The 3-Phase Security Roadmap
The security updates roll out in a strict sequence across 2026. Failing to configure your environment or train your users in time will result in silent operational failures, frozen APIs, or immediate user lockouts.
Phase 1: Email & Network Defense (April 2026)
- Email Domain Verification: Salesforce will only deliver user-authored emails from verified domains. Unverified domains fail silently or trigger catastrophic 550 delivery errors. This has been rolling out but there is a grace period that is about to end.
- High-Risk Connection Blocks: Enforcement permanently freezes API and Connected App traffic routing through anonymizing VPNs, proxies, or high-risk IP addresses.
- Extended Login Anomaly Detection: Real-time containment protocols automatically freeze suspicious and anomalous connection behavior.
Phase 2: Step-Up Authentication for Reports & TSPs (June 2026)
- Report & Dashboard Verification: To combat rapid data exfiltration, users must pass an extra identity check ("step-up authentication") to view or export reports every 2 hours. This is required even if they used MFA during initial login. See the Salesforce Step-Up Reporting Documentation for detailed framework specifications.

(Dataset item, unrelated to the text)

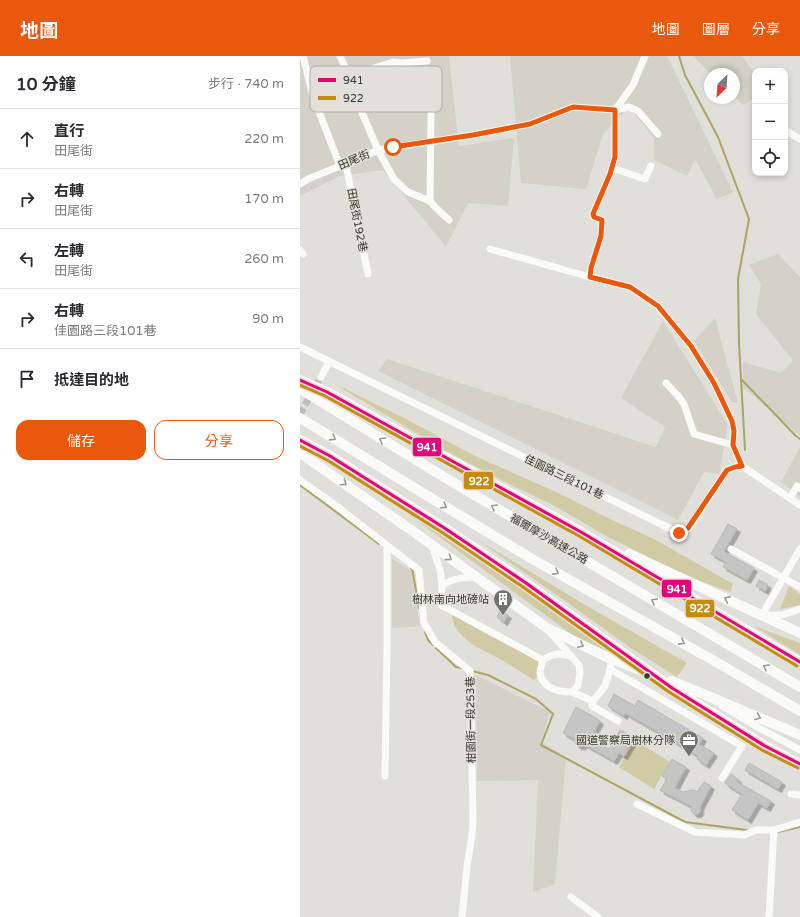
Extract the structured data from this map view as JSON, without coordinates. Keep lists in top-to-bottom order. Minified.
{"streets":{"highway":["福爾摩沙高速公路"],"street":["田尾街","田尾街192巷","佳園路三段101巷","柑園街一段253巷"]},"crossings":[["田尾街","田尾街192巷"]],"places":{"building":["樹林南向地磅站"],"office":["國道警察局樹林分隊"]},"lines":["transit line 941","transit line 922"],"legend":["941","922"],"north":"bottom left","page":{"header":"地圖","nav":["地圖","圖層","分享"],"heading":["10 分鐘","步行 · 740 m"],"map_buttons":["+","−"],"list":[["直行","田尾街","220 m"],["右轉","田尾街","170 m"],["左轉","田尾街","260 m"],["右轉","佳園路三段101巷","90 m"],"抵達目的地"],"buttons":["儲存","分享"]}}
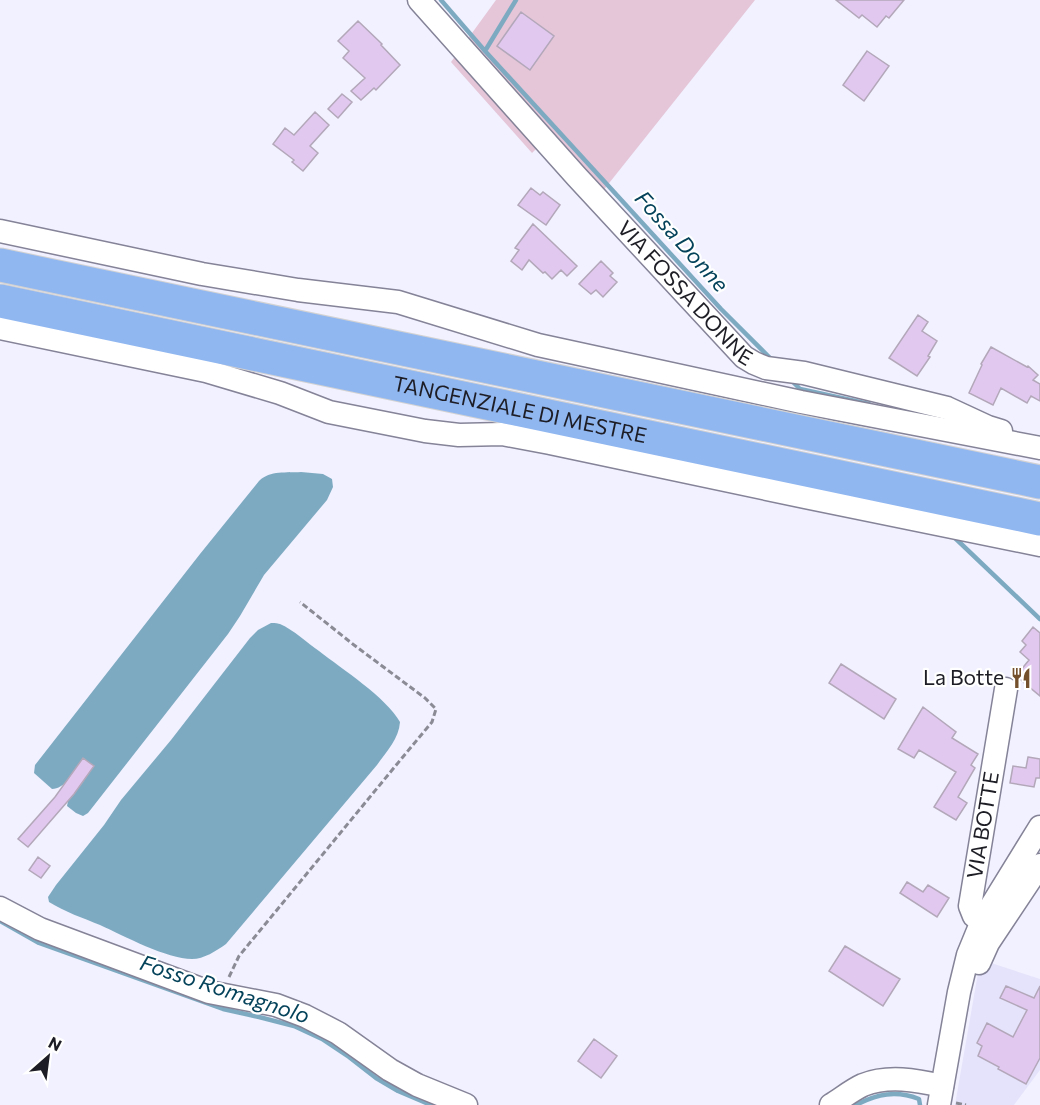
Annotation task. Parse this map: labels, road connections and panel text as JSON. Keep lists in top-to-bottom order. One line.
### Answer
{"streets":{"highway":["TANGENZIALE DI MESTRE"],"street":["VIA FOSSA DONNE","VIA BOTTE"]},"water":["Fossa Donne","Fosso Romagnolo"],"places":{"restaurant":["La Botte"]},"north":"top right"}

- TSP Management Restructuring: Only for Shield Users, modifying Transaction Security Policies (TSPs) now requires a dedicated security permission coupled with mandatory per-session step-up verification and some default default policies around blocking some report exports.
Phase 3: Strict Multi-Factor Authentication Standards (June / July 2026)
- Privileged Users (Admins, Customizers, Developers): Must authenticate exclusively via FIDO2/WebAuthn hardware keys or biometric passkeys. Traditional Time-Based One-Time Password (TOTP) mobile apps will be blocked for these elevated roles.
- All Internal Employee Users: Broad-scale technical MFA enforcement goes live. Accessing the platform without a registered verification factor becomes entirely impossible without direct administrator intervention.
Critical Timelines and Enforcement Dates
Salesforce is actively deploying hard blocks. July 1st is when a lot of the most impactful changes happen and a good milestone to keep in mind. If your team has not prepared by these specific milestone windows, users will be stopped cold at the login screen.
These dates shift often but so it is recommended to check the Salesforce Technical Enforcement Roadmap.
What Does All This Actually Mean?
Before we talk about configurations, let's translate the tech-speak into plain English so you know exactly what we're dealing with under the hood.
1. What is DKIM and Why Does It Matter?
DKIM (DomainKeys Identified Mail) setup is a method used to inform your company's internet domain name registrar (the provider handling your DNS records, like GoDaddy) that Salesforce is legally authorized to send emails on your behalf.
Think of it as ensuring you are who you say you are and own your email domain prior to sending emails from it and being able to include a signature in the email so the destination also knows this is a reliable email.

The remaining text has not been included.